Going line by line through the entries, count those containing "solid" and state only the result.
*** Opening DATA EXCERPTS ***
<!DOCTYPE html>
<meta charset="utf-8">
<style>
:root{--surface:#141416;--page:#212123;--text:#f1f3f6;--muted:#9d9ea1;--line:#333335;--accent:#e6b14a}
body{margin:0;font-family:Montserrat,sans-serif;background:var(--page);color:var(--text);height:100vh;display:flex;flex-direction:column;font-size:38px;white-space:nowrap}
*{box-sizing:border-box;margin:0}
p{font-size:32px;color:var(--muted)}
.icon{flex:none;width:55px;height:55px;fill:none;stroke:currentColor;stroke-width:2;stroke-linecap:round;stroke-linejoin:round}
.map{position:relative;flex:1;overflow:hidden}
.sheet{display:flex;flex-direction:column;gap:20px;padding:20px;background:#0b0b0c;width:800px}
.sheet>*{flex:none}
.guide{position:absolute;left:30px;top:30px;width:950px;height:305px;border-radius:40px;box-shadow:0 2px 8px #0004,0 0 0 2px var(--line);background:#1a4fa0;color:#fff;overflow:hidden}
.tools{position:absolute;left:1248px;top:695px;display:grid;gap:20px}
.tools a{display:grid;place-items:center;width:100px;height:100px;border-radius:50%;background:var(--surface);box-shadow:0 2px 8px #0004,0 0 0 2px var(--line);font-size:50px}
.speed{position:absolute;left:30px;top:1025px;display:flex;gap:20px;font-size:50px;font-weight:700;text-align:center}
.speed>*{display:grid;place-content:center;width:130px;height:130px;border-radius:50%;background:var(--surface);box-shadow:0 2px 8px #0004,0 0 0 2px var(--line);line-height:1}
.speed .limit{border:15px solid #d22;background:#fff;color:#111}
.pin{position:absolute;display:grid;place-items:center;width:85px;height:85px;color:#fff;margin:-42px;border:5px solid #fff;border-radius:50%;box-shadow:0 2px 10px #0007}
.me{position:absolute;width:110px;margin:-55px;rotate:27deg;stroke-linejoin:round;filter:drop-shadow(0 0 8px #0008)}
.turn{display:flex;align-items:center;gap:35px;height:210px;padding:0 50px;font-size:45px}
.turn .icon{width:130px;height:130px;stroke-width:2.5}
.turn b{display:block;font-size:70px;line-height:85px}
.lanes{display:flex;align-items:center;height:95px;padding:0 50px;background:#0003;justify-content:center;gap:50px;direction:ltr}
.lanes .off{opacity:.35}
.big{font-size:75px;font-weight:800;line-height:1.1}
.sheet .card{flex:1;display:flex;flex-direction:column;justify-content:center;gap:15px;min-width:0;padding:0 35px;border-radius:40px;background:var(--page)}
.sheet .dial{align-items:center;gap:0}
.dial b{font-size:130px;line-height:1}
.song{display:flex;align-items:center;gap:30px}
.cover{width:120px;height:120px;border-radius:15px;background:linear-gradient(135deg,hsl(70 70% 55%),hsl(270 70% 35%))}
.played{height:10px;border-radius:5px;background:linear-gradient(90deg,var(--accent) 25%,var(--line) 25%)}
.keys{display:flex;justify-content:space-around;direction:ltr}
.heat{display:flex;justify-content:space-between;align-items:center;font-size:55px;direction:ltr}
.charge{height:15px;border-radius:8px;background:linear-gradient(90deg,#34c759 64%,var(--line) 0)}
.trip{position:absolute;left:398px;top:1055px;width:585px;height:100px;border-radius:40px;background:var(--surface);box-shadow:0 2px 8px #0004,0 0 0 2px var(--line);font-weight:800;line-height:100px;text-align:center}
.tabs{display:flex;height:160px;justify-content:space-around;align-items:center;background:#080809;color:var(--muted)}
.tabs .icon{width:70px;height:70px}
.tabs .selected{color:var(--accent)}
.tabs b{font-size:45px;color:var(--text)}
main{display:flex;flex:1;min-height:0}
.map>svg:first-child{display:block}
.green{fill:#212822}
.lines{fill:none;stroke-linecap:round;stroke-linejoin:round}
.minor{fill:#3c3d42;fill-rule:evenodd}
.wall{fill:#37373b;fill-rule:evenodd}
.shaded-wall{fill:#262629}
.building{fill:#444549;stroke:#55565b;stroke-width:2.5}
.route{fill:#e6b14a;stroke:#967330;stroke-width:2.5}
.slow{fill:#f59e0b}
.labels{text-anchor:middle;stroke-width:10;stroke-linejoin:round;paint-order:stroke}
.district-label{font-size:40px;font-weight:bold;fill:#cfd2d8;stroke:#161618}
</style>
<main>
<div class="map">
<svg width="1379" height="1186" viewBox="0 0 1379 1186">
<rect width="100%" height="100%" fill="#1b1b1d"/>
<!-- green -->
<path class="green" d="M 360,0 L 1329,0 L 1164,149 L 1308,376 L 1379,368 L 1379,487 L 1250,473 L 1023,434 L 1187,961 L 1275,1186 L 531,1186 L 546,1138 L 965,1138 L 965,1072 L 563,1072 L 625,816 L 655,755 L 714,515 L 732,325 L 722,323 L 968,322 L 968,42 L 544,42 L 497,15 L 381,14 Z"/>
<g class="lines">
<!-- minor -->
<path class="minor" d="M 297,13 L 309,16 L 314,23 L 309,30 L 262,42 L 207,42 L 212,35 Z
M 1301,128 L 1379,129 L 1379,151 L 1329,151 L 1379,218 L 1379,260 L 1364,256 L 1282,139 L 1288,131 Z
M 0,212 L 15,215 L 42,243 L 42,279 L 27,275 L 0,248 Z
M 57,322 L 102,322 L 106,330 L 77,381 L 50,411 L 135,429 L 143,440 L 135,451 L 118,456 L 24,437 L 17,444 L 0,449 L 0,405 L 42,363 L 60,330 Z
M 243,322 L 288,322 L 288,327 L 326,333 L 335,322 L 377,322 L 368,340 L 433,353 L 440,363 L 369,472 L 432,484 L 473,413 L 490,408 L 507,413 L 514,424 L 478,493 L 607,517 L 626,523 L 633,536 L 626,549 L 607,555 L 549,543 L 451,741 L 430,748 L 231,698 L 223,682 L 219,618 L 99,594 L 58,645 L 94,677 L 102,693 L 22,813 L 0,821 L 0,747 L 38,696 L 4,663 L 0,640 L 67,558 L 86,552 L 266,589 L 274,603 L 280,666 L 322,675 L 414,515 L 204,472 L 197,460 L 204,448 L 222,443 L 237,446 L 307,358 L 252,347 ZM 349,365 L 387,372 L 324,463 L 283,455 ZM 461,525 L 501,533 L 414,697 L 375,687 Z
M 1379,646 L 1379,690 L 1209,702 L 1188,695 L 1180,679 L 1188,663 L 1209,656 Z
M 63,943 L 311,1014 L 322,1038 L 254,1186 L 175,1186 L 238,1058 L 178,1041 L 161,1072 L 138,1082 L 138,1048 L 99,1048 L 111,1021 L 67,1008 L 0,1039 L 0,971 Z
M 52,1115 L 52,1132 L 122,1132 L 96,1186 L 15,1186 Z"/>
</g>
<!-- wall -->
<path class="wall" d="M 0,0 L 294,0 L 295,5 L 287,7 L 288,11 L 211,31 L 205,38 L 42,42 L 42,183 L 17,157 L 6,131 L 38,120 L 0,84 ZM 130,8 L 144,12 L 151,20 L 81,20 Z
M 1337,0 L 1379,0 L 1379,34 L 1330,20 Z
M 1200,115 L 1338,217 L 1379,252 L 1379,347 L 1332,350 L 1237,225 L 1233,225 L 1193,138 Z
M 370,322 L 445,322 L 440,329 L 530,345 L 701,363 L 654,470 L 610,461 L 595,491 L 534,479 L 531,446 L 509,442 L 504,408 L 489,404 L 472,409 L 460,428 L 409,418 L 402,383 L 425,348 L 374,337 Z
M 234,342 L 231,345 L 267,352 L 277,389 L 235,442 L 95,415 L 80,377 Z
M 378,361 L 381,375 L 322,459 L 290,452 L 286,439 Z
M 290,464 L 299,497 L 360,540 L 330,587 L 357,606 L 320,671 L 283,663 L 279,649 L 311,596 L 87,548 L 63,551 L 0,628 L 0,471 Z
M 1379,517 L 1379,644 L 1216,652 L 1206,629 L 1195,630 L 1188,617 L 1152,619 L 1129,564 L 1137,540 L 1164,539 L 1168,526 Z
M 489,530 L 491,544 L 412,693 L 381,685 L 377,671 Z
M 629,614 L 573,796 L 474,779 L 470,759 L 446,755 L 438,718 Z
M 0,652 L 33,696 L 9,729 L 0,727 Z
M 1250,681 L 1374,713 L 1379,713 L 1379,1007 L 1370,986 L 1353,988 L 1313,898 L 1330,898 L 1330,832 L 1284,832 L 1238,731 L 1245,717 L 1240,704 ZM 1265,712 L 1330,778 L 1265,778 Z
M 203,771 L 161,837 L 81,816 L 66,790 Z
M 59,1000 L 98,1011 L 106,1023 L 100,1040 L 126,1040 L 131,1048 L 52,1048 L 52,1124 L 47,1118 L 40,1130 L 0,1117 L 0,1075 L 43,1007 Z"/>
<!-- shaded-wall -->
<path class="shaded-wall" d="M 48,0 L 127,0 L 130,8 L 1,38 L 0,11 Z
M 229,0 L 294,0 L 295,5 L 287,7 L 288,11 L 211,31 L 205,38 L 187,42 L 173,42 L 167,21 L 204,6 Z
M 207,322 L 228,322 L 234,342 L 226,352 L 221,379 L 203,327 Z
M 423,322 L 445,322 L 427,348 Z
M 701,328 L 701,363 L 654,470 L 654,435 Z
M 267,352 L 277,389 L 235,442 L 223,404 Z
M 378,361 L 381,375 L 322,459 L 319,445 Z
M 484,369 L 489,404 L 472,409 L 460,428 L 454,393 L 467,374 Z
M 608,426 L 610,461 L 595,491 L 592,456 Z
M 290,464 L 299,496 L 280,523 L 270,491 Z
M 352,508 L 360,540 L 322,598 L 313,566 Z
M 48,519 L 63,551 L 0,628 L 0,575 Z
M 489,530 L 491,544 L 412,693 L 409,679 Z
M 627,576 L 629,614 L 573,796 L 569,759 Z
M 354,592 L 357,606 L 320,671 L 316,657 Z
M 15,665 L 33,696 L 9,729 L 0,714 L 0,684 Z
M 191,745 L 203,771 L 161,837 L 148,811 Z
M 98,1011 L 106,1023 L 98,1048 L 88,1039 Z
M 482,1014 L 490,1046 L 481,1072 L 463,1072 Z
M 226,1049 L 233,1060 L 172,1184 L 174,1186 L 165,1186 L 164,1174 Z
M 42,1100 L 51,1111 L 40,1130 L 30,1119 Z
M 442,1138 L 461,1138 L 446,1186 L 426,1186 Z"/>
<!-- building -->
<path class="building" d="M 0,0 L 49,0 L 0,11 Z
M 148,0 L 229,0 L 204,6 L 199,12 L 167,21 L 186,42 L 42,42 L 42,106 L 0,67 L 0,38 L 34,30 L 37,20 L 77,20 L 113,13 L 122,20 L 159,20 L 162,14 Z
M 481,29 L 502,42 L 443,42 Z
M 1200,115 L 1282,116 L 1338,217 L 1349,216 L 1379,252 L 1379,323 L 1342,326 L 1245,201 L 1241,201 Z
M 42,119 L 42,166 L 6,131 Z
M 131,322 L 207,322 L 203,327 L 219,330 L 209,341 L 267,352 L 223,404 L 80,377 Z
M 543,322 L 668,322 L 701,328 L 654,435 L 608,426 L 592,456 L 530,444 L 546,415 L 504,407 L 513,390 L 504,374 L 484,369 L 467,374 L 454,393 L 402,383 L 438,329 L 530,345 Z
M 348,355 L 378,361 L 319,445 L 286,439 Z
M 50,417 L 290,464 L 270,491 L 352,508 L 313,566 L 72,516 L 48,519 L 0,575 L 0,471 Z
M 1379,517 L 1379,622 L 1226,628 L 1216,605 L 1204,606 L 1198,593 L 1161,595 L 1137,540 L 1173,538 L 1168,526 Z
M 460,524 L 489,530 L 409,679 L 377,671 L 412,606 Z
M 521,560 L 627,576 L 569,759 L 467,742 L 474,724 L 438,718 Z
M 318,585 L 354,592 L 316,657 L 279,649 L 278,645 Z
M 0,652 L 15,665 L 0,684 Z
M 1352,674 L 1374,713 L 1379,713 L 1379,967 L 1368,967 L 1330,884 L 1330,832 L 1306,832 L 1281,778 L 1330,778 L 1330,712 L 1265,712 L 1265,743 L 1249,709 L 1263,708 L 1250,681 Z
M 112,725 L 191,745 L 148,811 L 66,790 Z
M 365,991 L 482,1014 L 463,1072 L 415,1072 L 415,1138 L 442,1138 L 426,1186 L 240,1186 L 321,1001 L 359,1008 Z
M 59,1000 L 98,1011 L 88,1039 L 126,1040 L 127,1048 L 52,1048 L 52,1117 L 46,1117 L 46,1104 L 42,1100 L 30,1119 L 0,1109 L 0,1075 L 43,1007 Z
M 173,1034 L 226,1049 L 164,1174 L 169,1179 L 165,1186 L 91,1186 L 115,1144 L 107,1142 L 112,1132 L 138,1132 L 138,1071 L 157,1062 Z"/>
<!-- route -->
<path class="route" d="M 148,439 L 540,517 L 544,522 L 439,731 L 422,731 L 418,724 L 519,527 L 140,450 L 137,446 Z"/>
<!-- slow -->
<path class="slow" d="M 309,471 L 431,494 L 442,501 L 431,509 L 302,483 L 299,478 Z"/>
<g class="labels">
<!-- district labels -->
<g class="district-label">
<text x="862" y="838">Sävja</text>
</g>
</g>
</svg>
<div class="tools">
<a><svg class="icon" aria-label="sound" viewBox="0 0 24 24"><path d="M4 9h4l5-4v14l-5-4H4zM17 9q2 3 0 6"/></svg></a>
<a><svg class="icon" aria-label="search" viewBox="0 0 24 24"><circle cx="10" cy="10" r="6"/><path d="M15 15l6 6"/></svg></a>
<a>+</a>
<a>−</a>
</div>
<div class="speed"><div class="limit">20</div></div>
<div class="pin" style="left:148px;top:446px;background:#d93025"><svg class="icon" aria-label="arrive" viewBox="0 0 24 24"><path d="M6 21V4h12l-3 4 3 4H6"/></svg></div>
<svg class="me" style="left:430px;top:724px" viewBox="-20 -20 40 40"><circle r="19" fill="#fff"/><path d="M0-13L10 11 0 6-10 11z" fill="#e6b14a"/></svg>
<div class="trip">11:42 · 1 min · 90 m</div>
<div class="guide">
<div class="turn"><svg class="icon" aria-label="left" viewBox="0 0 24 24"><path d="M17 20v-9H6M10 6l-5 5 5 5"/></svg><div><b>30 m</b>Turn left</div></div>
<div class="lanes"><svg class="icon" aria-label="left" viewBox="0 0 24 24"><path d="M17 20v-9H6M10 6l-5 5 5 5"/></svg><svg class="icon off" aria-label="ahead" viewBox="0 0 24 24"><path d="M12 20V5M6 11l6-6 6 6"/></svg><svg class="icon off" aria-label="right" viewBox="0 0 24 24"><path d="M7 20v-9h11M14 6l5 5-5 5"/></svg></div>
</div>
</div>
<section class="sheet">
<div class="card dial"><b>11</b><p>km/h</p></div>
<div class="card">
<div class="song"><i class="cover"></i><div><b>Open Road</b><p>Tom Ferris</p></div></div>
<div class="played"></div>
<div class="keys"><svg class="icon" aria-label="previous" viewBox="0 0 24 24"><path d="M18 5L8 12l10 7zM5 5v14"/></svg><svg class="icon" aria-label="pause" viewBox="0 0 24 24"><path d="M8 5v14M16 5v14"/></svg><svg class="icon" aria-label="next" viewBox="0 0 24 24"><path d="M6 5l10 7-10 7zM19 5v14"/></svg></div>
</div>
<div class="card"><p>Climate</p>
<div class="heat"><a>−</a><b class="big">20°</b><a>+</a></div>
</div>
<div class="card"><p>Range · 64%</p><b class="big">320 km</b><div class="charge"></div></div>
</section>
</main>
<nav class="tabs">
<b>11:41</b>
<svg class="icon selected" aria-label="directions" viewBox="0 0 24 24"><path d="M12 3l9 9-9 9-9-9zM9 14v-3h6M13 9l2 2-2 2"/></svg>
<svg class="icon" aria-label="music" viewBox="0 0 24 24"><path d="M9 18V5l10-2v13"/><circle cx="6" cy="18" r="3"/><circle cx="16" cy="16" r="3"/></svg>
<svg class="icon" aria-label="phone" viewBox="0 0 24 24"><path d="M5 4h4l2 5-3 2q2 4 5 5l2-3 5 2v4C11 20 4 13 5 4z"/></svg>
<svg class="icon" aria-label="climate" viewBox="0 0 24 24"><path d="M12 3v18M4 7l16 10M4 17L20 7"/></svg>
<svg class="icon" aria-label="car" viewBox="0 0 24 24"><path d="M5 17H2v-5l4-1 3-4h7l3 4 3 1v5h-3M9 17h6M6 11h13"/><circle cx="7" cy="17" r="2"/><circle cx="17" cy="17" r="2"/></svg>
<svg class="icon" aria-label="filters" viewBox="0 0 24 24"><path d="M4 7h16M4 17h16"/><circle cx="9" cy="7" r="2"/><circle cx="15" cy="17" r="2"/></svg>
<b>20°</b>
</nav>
*** Closing DATA EXCERPTS ***
**TASK OUTPUT**: 2